The Natural History of Creation and the Theological Nature of Sovereignty
Professor and Queen’s National Scholar, School of Environmental Studies
According to Carl Schmitt “all significant concepts of the modern theory of the state are secularized theological concepts”, and this certainly applies to his analysis of sovereignty. Indeed he bases his analysis of sovereignty on an analogy between the religious miracle and the sovereign exception, both of which occur as interruptive events that fracture the normative and universal rule of law, one in the sphere of nature, the other in the political sphere. The retention, and Schmitt’s promotion of the political exception would, then, seem to run counter to usual understandings of secularization especially those where the natural sciences are understood as playing a key secularizing role in, for example, rejecting the intercession of miracles as an explanatory or justificatory tactic.
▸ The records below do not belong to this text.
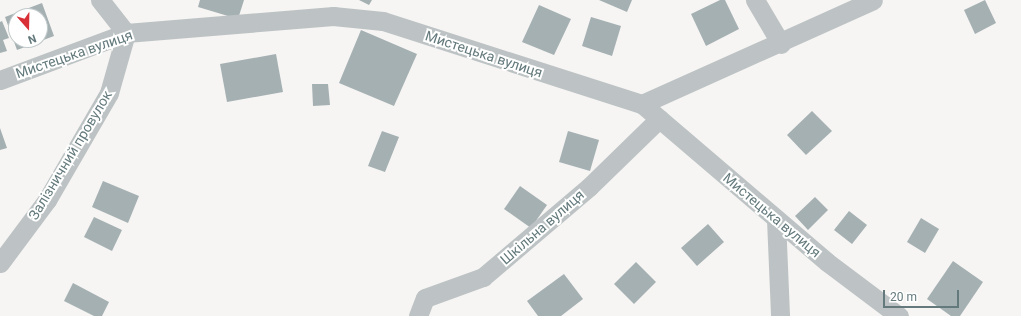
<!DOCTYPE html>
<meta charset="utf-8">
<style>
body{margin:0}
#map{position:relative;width:1021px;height:316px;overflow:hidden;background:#f6f5f3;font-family:Roboto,sans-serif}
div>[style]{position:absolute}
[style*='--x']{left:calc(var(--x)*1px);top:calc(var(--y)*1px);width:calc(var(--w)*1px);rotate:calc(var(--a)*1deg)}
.building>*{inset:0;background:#a5b0b2}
.street>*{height:19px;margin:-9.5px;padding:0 9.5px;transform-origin:9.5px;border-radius:9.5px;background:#bdc3c4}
span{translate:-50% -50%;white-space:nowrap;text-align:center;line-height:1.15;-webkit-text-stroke:4px #fff;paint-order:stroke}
.street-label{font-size:14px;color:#63797c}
.north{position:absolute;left:8px;top:8px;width:40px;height:40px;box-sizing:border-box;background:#fff;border:1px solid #c1c9cb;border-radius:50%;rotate:160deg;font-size:11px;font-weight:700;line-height:16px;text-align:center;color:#63797c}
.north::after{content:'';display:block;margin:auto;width:14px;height:18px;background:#d93038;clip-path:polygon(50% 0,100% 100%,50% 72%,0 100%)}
.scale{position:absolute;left:883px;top:290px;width:76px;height:18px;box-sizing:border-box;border:2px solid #63797c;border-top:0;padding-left:5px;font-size:12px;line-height:14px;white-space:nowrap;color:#63797c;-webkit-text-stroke:3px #fff;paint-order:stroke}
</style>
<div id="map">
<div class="building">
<div style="clip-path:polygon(200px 0,244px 0,238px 19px,198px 7px)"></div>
<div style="clip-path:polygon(359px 0,372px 0,369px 5px)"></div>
<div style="clip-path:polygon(599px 0,632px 0,627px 12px)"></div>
<div style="clip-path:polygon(720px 0,725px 0,739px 29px,706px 46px,691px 14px)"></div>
<div style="clip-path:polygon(985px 0,996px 23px,975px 34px,964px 10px)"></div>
<div style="clip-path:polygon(evenodd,42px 3px,54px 36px,17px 50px,5px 17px,42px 3px,16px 16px,40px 16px,40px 40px,16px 40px,16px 16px)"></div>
<div style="clip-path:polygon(539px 5px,571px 19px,554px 55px,522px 42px)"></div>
<div style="clip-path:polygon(591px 17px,621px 26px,612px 56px,582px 46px)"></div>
<div style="clip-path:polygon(2px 21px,9px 38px,3px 40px,7px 51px,0 53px,0 22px)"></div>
<div style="clip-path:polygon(361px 30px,417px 54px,394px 106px,339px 83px)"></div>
<div style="clip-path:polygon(276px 54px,283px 92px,227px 102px,220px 64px)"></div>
<div style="clip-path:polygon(312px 84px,328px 84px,330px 105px,313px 106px)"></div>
<div style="clip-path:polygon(812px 111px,832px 131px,806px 155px,787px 135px)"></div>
<div style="clip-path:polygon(0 128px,7px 148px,0 150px)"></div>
<div style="clip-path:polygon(382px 131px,399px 137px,385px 172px,368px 166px)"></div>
<div style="clip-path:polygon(568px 131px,599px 140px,590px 171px,559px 162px)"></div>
<div style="clip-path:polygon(103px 181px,139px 196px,128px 223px,92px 207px)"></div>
<div style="clip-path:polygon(520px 186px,547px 205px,531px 228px,504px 209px)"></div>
<div style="clip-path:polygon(815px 197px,828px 210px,808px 230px,795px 216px)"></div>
<div style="clip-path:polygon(849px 211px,867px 225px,852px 244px,834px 230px)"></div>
<div style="clip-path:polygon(94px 217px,122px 230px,112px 251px,84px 237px)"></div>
<div style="clip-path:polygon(921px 218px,939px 229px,925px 253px,907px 242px)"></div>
<div style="clip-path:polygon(708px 224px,724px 242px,697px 266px,681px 248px)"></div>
<div style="clip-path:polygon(953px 261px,983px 282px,960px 316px,951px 316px,927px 299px)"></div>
<div style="clip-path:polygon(636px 262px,656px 282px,634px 304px,614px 284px)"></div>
<div style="clip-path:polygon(564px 274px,583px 299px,561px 316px,538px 316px,527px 301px)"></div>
<div style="clip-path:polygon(73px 283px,109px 302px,102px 316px,94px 316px,64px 301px)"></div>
</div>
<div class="street">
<div style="--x:755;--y:0;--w:51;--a:59.4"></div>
<div style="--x:0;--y:80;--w:134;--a:-20.5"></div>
<div style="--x:126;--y:33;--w:208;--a:-4.7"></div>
<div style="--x:333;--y:16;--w:50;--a:5.7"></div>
<div style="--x:383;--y:21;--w:272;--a:17.8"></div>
<div style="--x:642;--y:104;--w:243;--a:40.5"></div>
<div style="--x:827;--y:262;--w:90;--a:36.9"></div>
<div style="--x:642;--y:104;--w:253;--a:-24.2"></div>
<div style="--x:776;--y:219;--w:97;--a:87.6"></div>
<div style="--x:0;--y:263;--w:79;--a:-53.3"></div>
<div style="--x:47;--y:200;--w:124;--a:-59.9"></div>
<div style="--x:109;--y:93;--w:62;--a:-74.2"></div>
<div style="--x:126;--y:33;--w:42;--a:-128.2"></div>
<div style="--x:418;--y:316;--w:19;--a:-69"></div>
<div style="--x:425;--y:298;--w:62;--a:-19.9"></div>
<div style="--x:483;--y:277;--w:139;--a:-40.3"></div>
<div style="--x:589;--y:187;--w:98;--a:-44.2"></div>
</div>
<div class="street-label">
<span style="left:74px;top:54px;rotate:-19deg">Мистецька вулиця</span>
<span style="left:484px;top:54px;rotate:18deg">Мистецька вулиця</span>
<span style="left:70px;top:155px;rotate:-59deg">Залізничний провулок</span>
<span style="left:772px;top:215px;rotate:40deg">Мистецька вулиця</span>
<span style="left:542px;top:227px;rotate:-41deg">Шкільна вулиця</span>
</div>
<div class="north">N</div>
<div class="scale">20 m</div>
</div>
It is interesting to consider Schmitt’s attempt to resurrect a political theology in relation to Bruno Latour’s recent suggestion that “religion could become a powerful alternative to modernizing and a powerful help for ecologizing provided that a connection be established (or rather re-established) between religion and Creation instead of religion and nature.” How might issues of sovereignty play out between Latour’s eco-theological politics and Schmitt’s political ecology and what might this mean for the prospects of a politically informed natural history of creation?